Once again we are entering an election year and once again we are hearing a lot about "family values". We are hearing about how this country was founded as "one nation, under god" (something that was conceived in the 1950s) and about how everything would be so much better if we could return to the morals of the Eisenhower era. Your right to read this, and the book review that accompanies it, is being threatened by the "Communications Decency Act", which was passed with the argument that it would "protect children". I do not expect Jesse Helms to champion free expression. But among those voting for the CDA were liberal Democrats Barbara Boxer, Dianne Feinstein, and Pat Schroeder. After being confronted afterwards they all mentioned the need to "protect the children". So I think that this essay is just as timely now as it was four years ago. It is time that we remembered that free expression is what makes America a great country. It is time that we remembered that freedom of religion also means freedom from religion, if we so desire.
Ian Kaplan, April 13, 1996
In late summer of 1992, incumbent President George Bush and the Republican Party held a convention in Texas to proclaim their agenda for beating Clinton's Democratic ticket.
The Houston GOP get-together will be remembered forever for its Family Values Night, a Wednesday evening dedicated to insulting virtually everyone in America who didn't look like those attending the convention.

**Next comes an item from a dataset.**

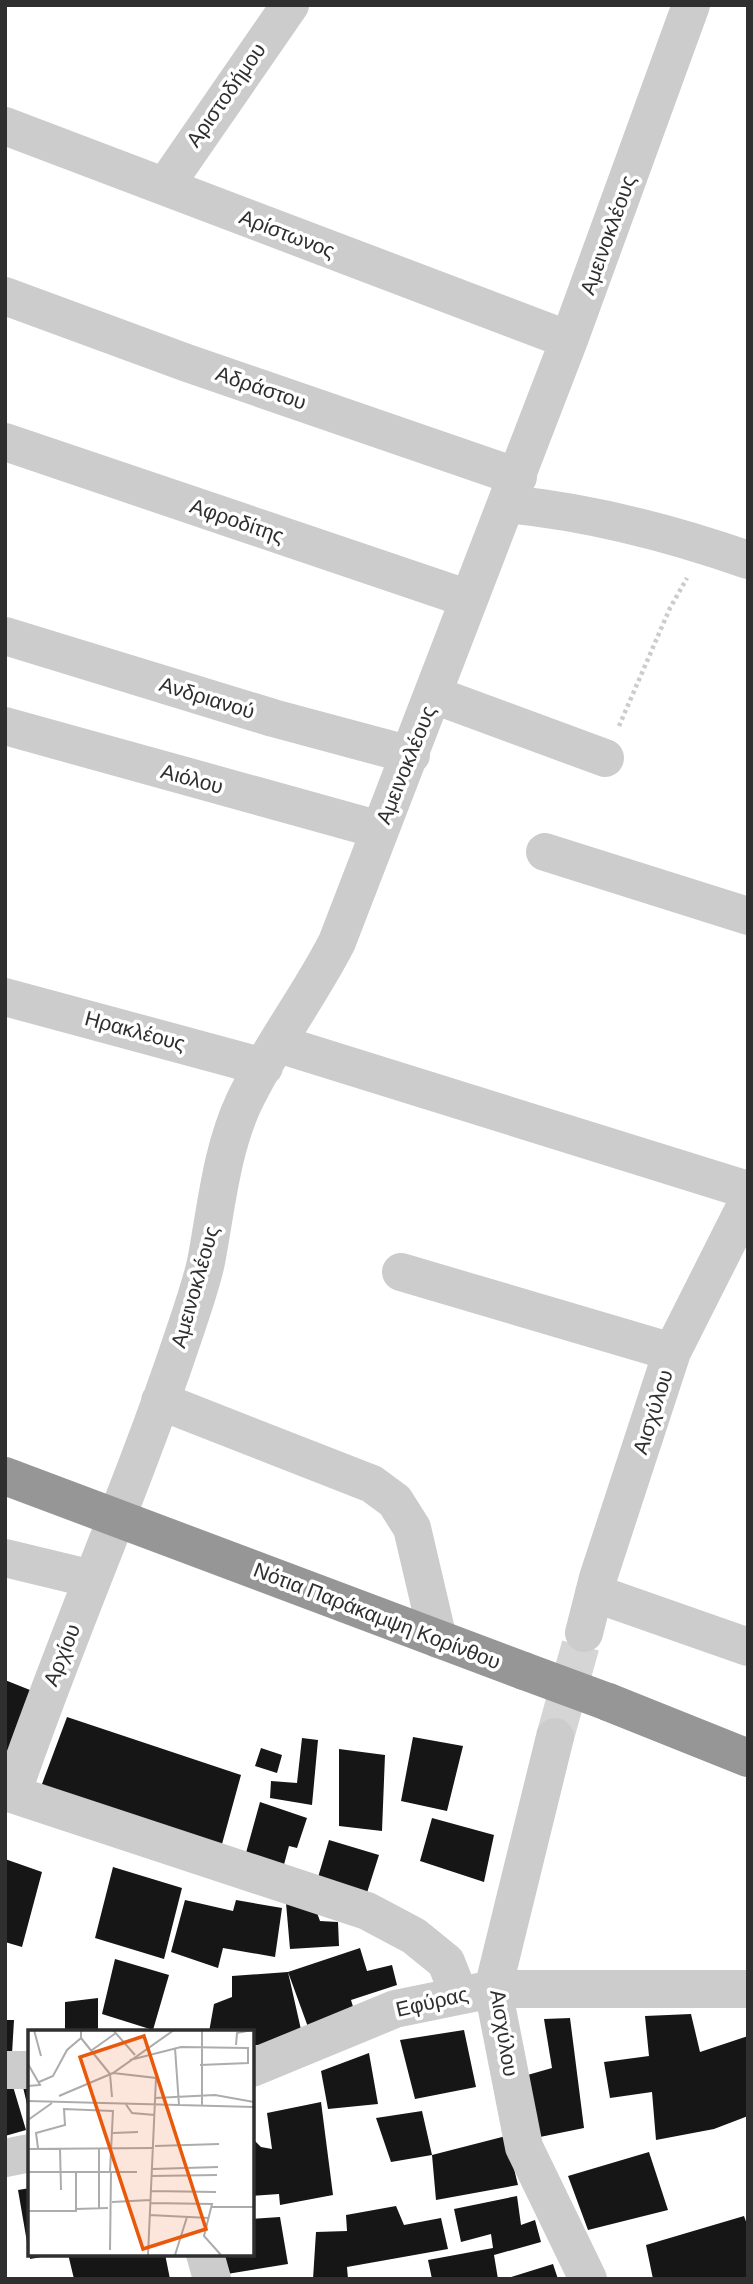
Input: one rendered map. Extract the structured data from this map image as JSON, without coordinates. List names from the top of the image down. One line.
{"streets":{"highway":["Νότια Παράκαμψη Κορίνθου"],"street":["Αριστοδήμου","Αρίστωνος","Αμεινοκλέους","Αδράστου","Αφροδίτης","Ανδριανού","Αιόλου","Ηρακλέους","Αισχύλου","Αρχίου","Εφύρας"]},"crossings":[["Αριστοδήμου","Αρίστωνος"],["Αρίστωνος","Αμεινοκλέους"],["Αμεινοκλέους","Αδράστου"],["Αμεινοκλέους","Αφροδίτης"],["Αμεινοκλέους","Ανδριανού"],["Αμεινοκλέους","Αιόλου"],["Αμεινοκλέους","Ηρακλέους"],["Αμεινοκλέους","Νότια Παράκαμψη Κορίνθου"],["Αμεινοκλέους","Αρχίου"],["Αισχύλου","Αρχίου"],["Αισχύλου","Εφύρας"],["Νότια Παράκαμψη Κορίνθου","Αρχίου"],["Αρχίου","Εφύρας"]]}
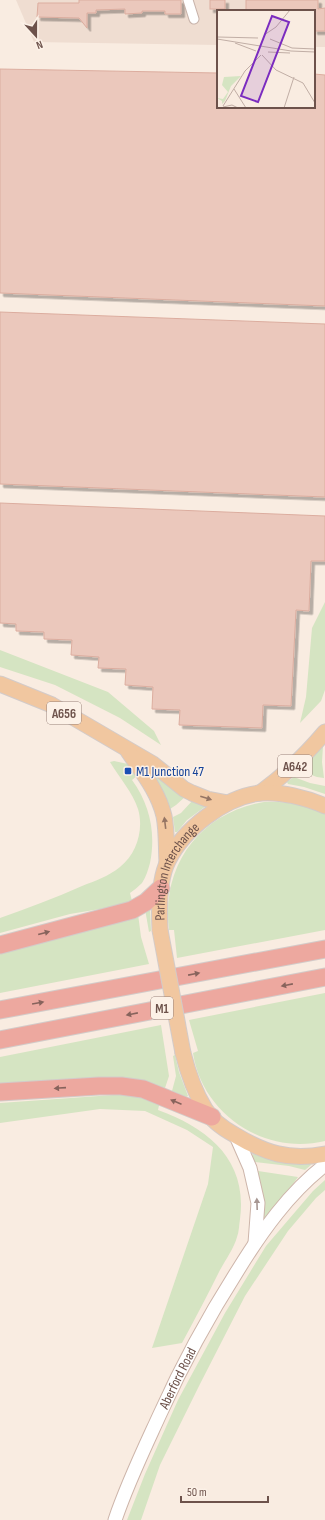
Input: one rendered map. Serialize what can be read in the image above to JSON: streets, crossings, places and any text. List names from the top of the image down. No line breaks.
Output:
{"streets":{"highway":["M1"],"main road":["A656","A642","Parlington Interchange","Aberford Road"]},"crossings":[["A656","Parlington Interchange"],["A642","Parlington Interchange"],["Parlington Interchange","Aberford Road"]],"places":{"transit":["M1 Junction 47"]},"scale_bar":"50 m","north":"bottom"}
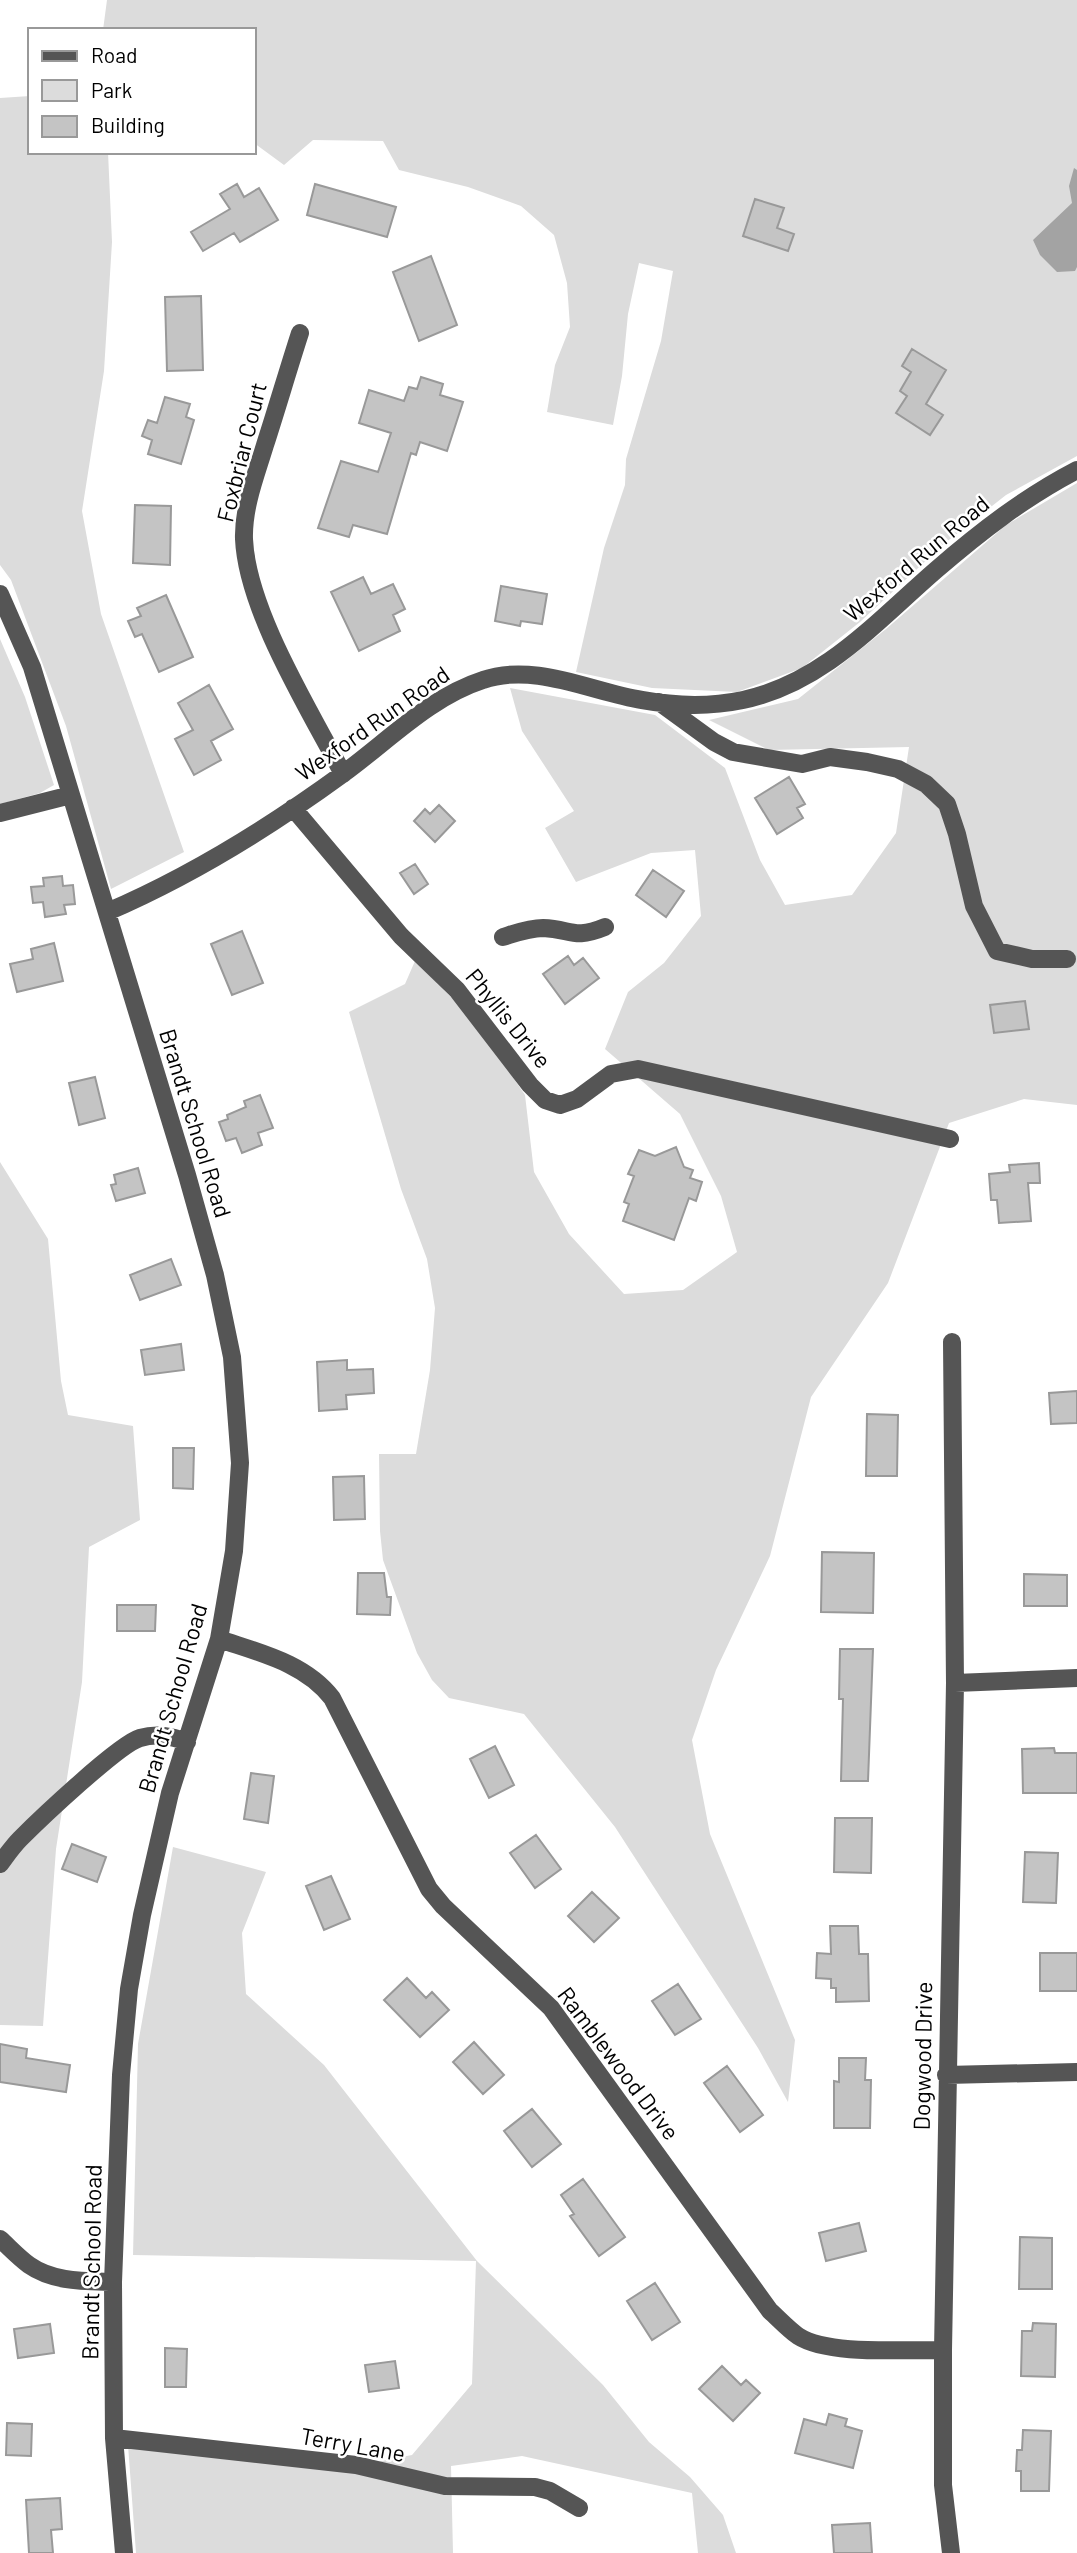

My local daily paper asked me to cover Family Values Night. They were too cheap to fly me to Houston, advising me instead to park my butt in front of C-SPAN for the evening. I'm forever grateful for their penny-pinching, since the ensuing evening of televised prejudice left me gasping on my knees in my own living room. Thankfully, I was safely home in Sodom-by-the-Sea.
I don't know where the Republican Party would be without "The Children." You know "The Children" are the whole reason that family values were even given one minute of Republican convention air time. "The Children" are the centerpiece of the Republican platform to turn this country around. As Governor John Ashcroft of Missouri said, if our children are not instilled with a moral purpose, "they will turn to selfish gratification of drugs, promiscuity, rioting... and even mindless TV."
I closed my eyes for a moment to imagine such gluttony and realized that the hedonists passing across my mind's eye were not tiny tots or even petulant teenagers, but great big grown-ups.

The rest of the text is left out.